This ending of a scientific evolution based upon observation and
reason, and this beginning of a sacred science based upon the
letter of Scripture and on theology, are seen in the utterances
of various fathers in the early Church. As to the general
features of this new development, Tertullian held that sundry
passages of Scripture prove lightning identical with hell-fire;
and this idea was transmitted from generation to generation of
later churchmen, who found an especial support of Tertullian's
view in the sulphurous smell experienced during thunderstorms.
St. Hilary thought the firmament very much lower than the
heavens, and that it was created not only for the support of the
upper waters, but also for the tempering of our atmosphere.
St. Ambrose held that thunder is caused by the winds breaking
through the solid firmament, and cited from the prophet Amos the
sublime passage regarding "Him that establisheth the
thunders." He shows, indeed, some conception of the true
source of rain; but his whole reasoning is limited by various
scriptural texts. He lays great stress upon the firmament as a
solid outer shell of the universe: the heavens he holds to be
not far outside this outer shell, and argues regarding their
character from St. Paul's Epistle to the Corinthians and from
the one hundred and forty-eighth Psalm. As to "the waters which
are above the firmament," he takes up the objection of those who
hold that, this outside of the universe being spherical, the
waters must slide off it, especially if the firmament revolves;
and he points out that it is by no means certain that the
outside of the firmament is spherical, and insists that, if it
does revolve, the water is just what is needed to lubricate and
cool its axis.
St. Jerome held that God at the Creation, having spread out the
firmament between heaven and earth, and having separated the
upper waters from the lower, caused the upper waters to be
frozen into ice, in order to keep all in place. A proof of this
view Jerome found in the words of Ezekiel regarding "the
crystal stretched above the cherubim."
The germinal principle in accordance with which all these
theories were evolved was most clearly proclaimed to the world
by St. Augustine in his famous utterance: "Nothing is to be
accepted save on the authority of Scripture, since greater is
that authority than all the powers of the human mind." No
treatise was safe thereafter which did not breathe the spirit
and conform to the letter of this maxim. Unfortunately, what was
generally understood by the "authority of Scripture" was the
tyranny of sacred books imperfectly transcribed, viewed through
distorting superstitions, and frequently interpreted by party spirit.

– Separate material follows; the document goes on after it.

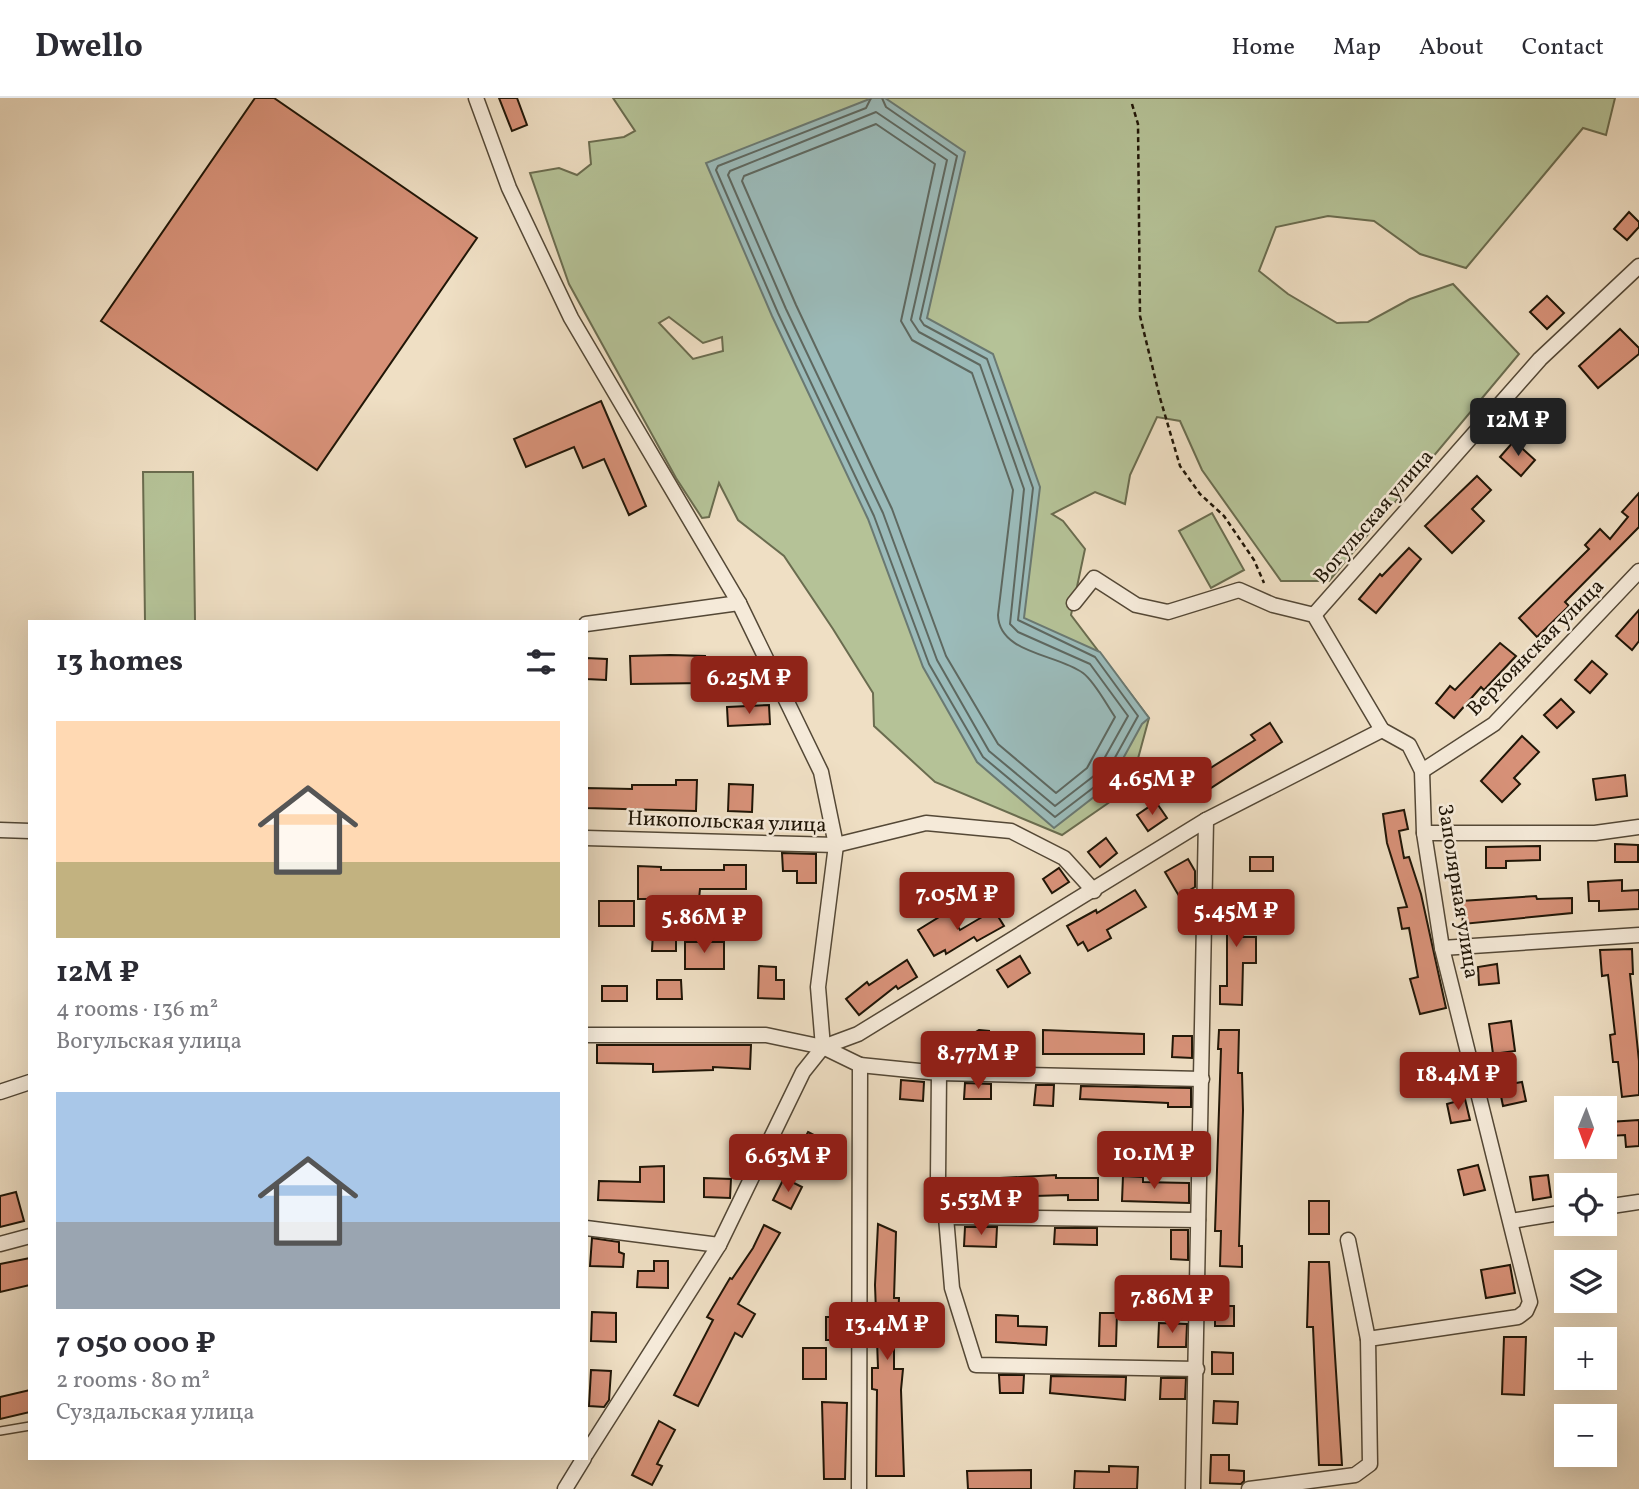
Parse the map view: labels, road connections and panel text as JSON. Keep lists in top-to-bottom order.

Following this precept of St. Augustine there were developed, in
every field, theological views of science which have never led
to a single truth - which, without exception, have forced mankind
away from the truth, and have caused Christendom to stumble for
centuries into abysses of error and sorrow. In meteorology, as
in every other science with which he dealt, Augustine based
everything upon the letter of the sacred text; and it is
characteristic of the result that this man, so great when
untrammelled, thought it his duty to guard especially the whole
theory of the "waters above the heavens."
In the sixth century this theological reasoning was still
further developed, as we have seen, by Cosmas Indicopleustes.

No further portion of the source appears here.